PM Modi’s Vision To Herald A New Era For India’s Rail Freight Network

Prime Minister Narendra Modi, unveiling his ambitious plans for transforming the Indian rail sector, has declared that “the coming five years will give a new height to India’s infrastructure. The coming five years will be of Indian Railways revolution,” under his leadership.

Speaking at an event in Delhi, PM Modi emphasized his commitment to modernizing and revolutionizing the country’s rail network and promised to share detailed information about these development plans.

The PM’s emphasis on the revolutionization of the Indian railways has sparked curiosity and hope among industry stakeholders about the revamp and modernization of the nation’s vast rail network.

While we await to hear about the further revamp and modernization plans for the Indian Rail network, let’s take a look at the substantial transformation that the Indian Railway’s has undergone in the last few years, especially in terms of freight transportation.

Hungry for Cargo

The Indian Railways “Hungry for Cargo” motto aims at improving the new traffic coming to railways from both conventional and non-conventional commodity streams. Under this, the Indian Railways has made sustained efforts to improve the ease of doing business and the delivery of service at competitive prices.

In line with its “Hungry for Cargo” mantra, the Indian Railways has accomplished a cumulative freight loading of 1434.01 million metric tons (MT) between April 2023 and February 2024, surpassing last year’s loading of 1367.5 MT by approximately 66.51 MT, a significant improvement over the corresponding period of the previous year.

Moreover, Railways recorded earnings of Rs. 1,55,557.1 crore during this period, marking an increase of approximately Rs. 6,468.17 crore compared to the same period last year.


Significant investments have been made to modernize and improve the railway infrastructure to improve the efficiency of freight transport. Improving the facilities of existing and new railway stations, the Indian Railways has an ambitious plan to redevelop 123 stations to convert them into Railopolis or 24×7 multimodal hubs.
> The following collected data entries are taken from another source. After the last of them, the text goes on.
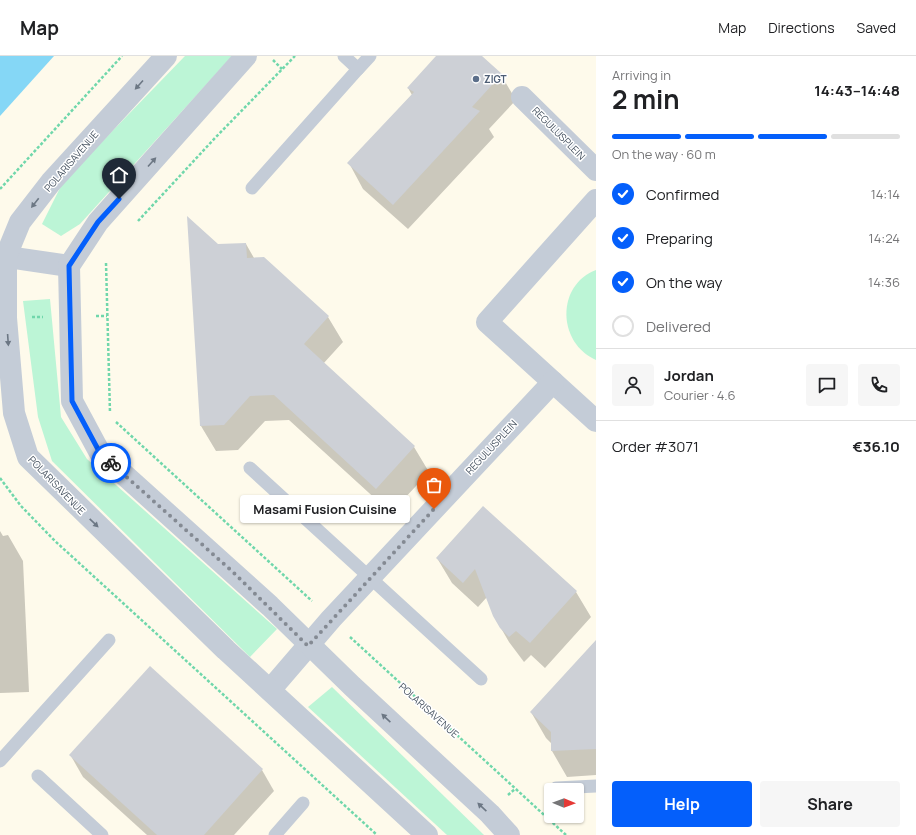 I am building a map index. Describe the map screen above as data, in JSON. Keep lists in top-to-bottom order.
{
  "streets": {
    "street": ["REGULUSPLEIN", "POLARISAVENUE"]
  },
  "crossings": [
    ["REGULUSPLEIN", "POLARISAVENUE"]
  ],
  "places": ["ZIGT", "Masami Fusion Cuisine"],
  "north": "right",
  "page": {
    "header": "Map",
    "nav": ["Map", "Directions", "Saved"],
    "heading": ["2 min", "Arriving in", "14:43–14:48"],
    "panel": [
      "Jordan",
      "Courier · 4.6",
      "Order #3071",
      "€36.10"
    ],
    "bar": "On the way · 60 m",
    "list": [
      ["Confirmed", "14:14"],
      ["Preparing", "14:24"],
      ["On the way", "14:36"],
      "Delivered"
    ],
    "bubble": "Masami Fusion Cuisine",
    "buttons": ["Help", "Share"]
  }
}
The first phase of redevelopment covers 50 stations at an estimated cost of Rs 50,000 crore.

Indian Railways also aim to build more terminals under the Gati Shakti policy; investing in special types of wagons and sending goods by rail as aggregators, especially consumer goods, will further improve the freight services of India Railways. Special wagons are designed to help carry vehicles, SUVs, etc., thus helping automakers. One can also hope that railways will start working on the cold chain since a few pilot projects were done.

The Indian Railways is also enhancing its wagon availability. It has placed an order for 84,000 wagons, the highest in the national transporter’s history.

Moreover, Railways is now planning to deploy more than one lakh aluminum wagons in the coming years. Due to its lighter weight, the lifetime carbon savings is eight to 10 tons, which means savings of more than 14,500 tons of carbon for a single rake.

Dedicated Freight Corridor (DFC)

The DFC project aims to construct six freight corridors across the country to provide safe and efficient freight transportation.

Of the two crucial Dedicated Freight Corridors (DFCs), the Eastern Dedicated Freight Corridor (EDFC), spanning 1337 km from Ludhiana to Sonnagar, has reached completion, marking a major milestone in the government’s infrastructure development agenda. Whereas the Western Dedicated Freight Corridor (WDFC), extending from Jawaharlal Nehru Port Terminal (JNPT) to Dadri and covering a vast distance of 1506 km, with 1220 km of it already completed, now has train operations underway in the finished sections, bringing tangible benefits to the transportation network.

With the ambitious goal of reducing logistics costs to less than 10% of GDP, as outlined in the National Logistics Policy, DFCs play a pivotal role in realizing India’s economic potential.

By augmenting rail infrastructure and optimizing freight movement, DFCs not only enhance efficiency and reduce transit times but also spur economic growth, foster trade, and generate employment opportunities. Moreover, with the shift of freight trains from Indian Railway tracks to DFC tracks, the capacity augmentation allows for the operation of more passenger trains, benefiting local communities.


The Indian Railways has been fostering collaborations with industries and businesses to foster mutually beneficial relationships. These have helped the railways serve customers better by enhancing last- and first-mile connectivity and efficiency.

Railways, under its collaboration with India Post, have announced the launch of a new product, allowing customers to receive door-to-door services. Both the railways and the postal service will provide middle- and first-mile services.

Recently, in February, the Indian Railways joined hands with a Swiss firm for tunneling works on multiple projects, including the Rishikesh-Karna Prayag New Railway Line and the Udhampur-Srinagar-Baramulla Rail Link, as per information shared by Railway Minister Ashwini Vaishnaw in the Rajya Sabha. The collaboration between Indian Railways and Swiss firms will encompass various areas such as rolling stock, railway infrastructure, rail safety, train scheduling and operation improvement, multimodal transport, new technology, and innovation, as well as any other area mutually identified.

In other collaborations, Indian Railways has joined hands with USAID to reduce the carbon footprint of Indian Railways and work towards achieving the goal of net zero carbon emissions by 2030. The Indian Railway also signed an MoU with the Confederation of Indian Industry (CII) to reduce energy and water consumption, lowering GHG emissions.


Indian Railways aims to achieve net zero carbon emissions, for which it is looking into railway electrification, enhancing the energy efficiency of locomotives and trains, green certification for stations, and shifting towards renewable energy sources. It is estimated to ensure savings on fuel and energy bills, amounting to around Rs. 14,500 crores per annum; from an environmental protection perspective, that is a big step in the right direction. Also, electric locomotives are faster, lighter, cheaper, and easier to maintain, leading to reduced track maintenance costs. Not only is it pollution-free, but it also produces less noise and heat compared to a diesel locomotive. Only in very inclement weather and in far-flung areas where electric overhead lines are harder to maintain do diesel locomotives make sense. Over 24000 km of Indian Railways’ route has been electrified in the last seven years. Besides, development work on line doubling and laying new rail lines is progressing quickly. 85% of the electrification is already complete, and the plan is to complete 100% electrification by the end of the current financial year 2023.

Overall, the Indian Railways has made significant strides in terms of modernizing the network. Looking ahead, we believe it is poised for even greater accomplishments, especially in the freight sector.